(Stored data entries)
>>>
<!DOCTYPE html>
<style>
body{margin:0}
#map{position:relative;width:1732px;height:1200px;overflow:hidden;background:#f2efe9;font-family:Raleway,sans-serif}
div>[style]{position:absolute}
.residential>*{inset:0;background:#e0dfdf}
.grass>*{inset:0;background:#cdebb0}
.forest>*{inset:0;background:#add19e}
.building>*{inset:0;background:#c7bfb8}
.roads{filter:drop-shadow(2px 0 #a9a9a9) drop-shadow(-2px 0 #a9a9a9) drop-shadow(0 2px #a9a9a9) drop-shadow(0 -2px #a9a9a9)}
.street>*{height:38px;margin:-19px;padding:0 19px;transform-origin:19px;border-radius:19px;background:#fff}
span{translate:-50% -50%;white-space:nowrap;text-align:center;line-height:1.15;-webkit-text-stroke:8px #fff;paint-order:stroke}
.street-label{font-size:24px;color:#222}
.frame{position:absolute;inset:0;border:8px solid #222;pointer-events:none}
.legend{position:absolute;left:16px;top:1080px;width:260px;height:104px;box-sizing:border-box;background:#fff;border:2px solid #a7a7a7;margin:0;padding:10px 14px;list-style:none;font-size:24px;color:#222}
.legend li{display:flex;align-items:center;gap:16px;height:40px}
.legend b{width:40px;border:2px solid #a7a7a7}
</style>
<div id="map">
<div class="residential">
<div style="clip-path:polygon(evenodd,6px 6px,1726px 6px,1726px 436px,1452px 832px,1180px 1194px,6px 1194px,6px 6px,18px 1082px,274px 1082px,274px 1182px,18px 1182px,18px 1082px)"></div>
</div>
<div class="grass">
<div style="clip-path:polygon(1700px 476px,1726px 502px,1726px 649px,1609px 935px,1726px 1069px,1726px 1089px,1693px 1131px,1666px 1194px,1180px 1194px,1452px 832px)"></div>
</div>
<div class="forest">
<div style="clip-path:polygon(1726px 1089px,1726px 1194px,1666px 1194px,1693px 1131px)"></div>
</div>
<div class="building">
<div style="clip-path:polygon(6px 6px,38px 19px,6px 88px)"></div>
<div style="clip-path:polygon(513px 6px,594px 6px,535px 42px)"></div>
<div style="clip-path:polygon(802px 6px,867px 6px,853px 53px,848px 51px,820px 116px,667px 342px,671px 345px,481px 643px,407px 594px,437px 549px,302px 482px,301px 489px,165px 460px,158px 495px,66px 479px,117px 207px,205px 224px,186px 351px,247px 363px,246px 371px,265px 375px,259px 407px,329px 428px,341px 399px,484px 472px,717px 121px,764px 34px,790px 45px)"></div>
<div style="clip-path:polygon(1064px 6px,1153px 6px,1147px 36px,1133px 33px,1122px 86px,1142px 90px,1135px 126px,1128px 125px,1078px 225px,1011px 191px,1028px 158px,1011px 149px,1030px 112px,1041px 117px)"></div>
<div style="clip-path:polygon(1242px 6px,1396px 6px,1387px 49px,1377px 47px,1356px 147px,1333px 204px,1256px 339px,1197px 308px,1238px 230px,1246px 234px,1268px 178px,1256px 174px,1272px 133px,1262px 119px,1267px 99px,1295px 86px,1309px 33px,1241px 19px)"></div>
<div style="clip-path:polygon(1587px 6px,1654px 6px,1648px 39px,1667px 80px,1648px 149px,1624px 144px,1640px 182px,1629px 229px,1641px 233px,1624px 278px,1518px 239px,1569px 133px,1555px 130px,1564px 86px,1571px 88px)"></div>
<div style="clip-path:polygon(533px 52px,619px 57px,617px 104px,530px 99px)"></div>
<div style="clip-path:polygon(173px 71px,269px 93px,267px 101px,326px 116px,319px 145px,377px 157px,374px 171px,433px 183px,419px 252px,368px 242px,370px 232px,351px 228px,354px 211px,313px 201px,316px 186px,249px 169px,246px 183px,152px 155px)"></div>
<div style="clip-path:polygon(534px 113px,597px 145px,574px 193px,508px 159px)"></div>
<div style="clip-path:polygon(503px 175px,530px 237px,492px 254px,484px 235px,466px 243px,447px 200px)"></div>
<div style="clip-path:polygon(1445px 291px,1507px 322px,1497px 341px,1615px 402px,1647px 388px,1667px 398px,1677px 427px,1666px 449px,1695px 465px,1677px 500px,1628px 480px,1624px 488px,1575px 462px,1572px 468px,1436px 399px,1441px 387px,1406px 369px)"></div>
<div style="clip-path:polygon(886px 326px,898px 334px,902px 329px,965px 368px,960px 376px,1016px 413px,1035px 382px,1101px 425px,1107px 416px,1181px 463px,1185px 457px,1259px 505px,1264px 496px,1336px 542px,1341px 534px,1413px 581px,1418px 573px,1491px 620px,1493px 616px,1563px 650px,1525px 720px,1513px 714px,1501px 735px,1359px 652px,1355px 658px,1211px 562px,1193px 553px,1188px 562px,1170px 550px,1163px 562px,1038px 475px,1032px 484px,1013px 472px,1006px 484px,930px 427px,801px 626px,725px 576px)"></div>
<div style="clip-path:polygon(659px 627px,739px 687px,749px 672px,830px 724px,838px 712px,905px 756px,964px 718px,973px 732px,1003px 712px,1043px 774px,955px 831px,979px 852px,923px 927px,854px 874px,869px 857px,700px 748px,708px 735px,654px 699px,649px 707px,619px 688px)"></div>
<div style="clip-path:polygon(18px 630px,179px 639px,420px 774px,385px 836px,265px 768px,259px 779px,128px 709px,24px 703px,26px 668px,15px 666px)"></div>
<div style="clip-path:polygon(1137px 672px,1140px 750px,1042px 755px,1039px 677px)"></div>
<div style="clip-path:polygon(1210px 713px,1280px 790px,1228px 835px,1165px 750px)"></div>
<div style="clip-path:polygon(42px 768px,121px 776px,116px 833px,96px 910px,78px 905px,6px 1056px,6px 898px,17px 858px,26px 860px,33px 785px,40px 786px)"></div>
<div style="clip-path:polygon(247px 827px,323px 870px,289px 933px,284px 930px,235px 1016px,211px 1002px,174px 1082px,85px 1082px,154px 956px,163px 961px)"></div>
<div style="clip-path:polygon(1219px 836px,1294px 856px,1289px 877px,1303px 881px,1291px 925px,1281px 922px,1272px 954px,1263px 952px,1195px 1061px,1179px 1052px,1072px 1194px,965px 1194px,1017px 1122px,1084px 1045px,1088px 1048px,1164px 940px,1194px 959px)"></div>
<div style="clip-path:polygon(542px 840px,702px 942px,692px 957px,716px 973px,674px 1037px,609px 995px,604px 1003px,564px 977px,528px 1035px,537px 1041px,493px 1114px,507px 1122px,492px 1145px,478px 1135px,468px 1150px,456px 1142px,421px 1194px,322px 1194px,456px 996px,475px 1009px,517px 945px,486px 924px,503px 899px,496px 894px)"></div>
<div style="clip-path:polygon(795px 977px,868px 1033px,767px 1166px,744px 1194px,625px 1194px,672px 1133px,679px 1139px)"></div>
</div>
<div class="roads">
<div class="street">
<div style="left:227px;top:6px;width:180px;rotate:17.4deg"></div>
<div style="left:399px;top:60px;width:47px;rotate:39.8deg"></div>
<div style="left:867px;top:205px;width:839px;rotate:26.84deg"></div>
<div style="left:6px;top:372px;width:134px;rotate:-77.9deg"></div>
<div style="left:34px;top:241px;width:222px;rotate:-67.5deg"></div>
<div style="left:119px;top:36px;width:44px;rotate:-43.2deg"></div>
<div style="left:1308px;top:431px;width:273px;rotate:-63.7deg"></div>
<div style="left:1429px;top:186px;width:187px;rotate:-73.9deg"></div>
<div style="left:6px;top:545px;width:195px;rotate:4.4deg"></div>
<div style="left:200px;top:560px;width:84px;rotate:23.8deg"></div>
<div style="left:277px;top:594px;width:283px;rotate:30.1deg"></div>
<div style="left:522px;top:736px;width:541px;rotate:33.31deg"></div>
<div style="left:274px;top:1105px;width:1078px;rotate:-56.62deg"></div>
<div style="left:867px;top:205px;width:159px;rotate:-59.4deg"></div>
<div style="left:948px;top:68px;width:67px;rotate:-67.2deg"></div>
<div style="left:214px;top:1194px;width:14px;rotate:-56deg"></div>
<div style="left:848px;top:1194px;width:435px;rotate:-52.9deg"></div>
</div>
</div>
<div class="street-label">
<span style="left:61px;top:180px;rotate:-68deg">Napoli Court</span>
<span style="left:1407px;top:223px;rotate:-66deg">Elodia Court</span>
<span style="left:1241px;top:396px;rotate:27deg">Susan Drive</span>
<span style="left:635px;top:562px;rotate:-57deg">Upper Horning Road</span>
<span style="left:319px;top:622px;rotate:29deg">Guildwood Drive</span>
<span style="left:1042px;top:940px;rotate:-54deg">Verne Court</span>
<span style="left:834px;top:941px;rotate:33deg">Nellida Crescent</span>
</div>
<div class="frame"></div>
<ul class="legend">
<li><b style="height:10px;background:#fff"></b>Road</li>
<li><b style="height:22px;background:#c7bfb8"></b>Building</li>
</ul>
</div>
<<<
** Exercise **
Exactly as they stand, please print the lines from the first line of the records above down to the line that includes "0 #a9a9a9) drop-shadow(-2px", both of those included and no others.

** Task result **
<!DOCTYPE html>
<style>
body{margin:0}
#map{position:relative;width:1732px;height:1200px;overflow:hidden;background:#f2efe9;font-family:Raleway,sans-serif}
div>[style]{position:absolute}
.residential>*{inset:0;background:#e0dfdf}
.grass>*{inset:0;background:#cdebb0}
.forest>*{inset:0;background:#add19e}
.building>*{inset:0;background:#c7bfb8}
.roads{filter:drop-shadow(2px 0 #a9a9a9) drop-shadow(-2px 0 #a9a9a9) drop-shadow(0 2px #a9a9a9) drop-shadow(0 -2px #a9a9a9)}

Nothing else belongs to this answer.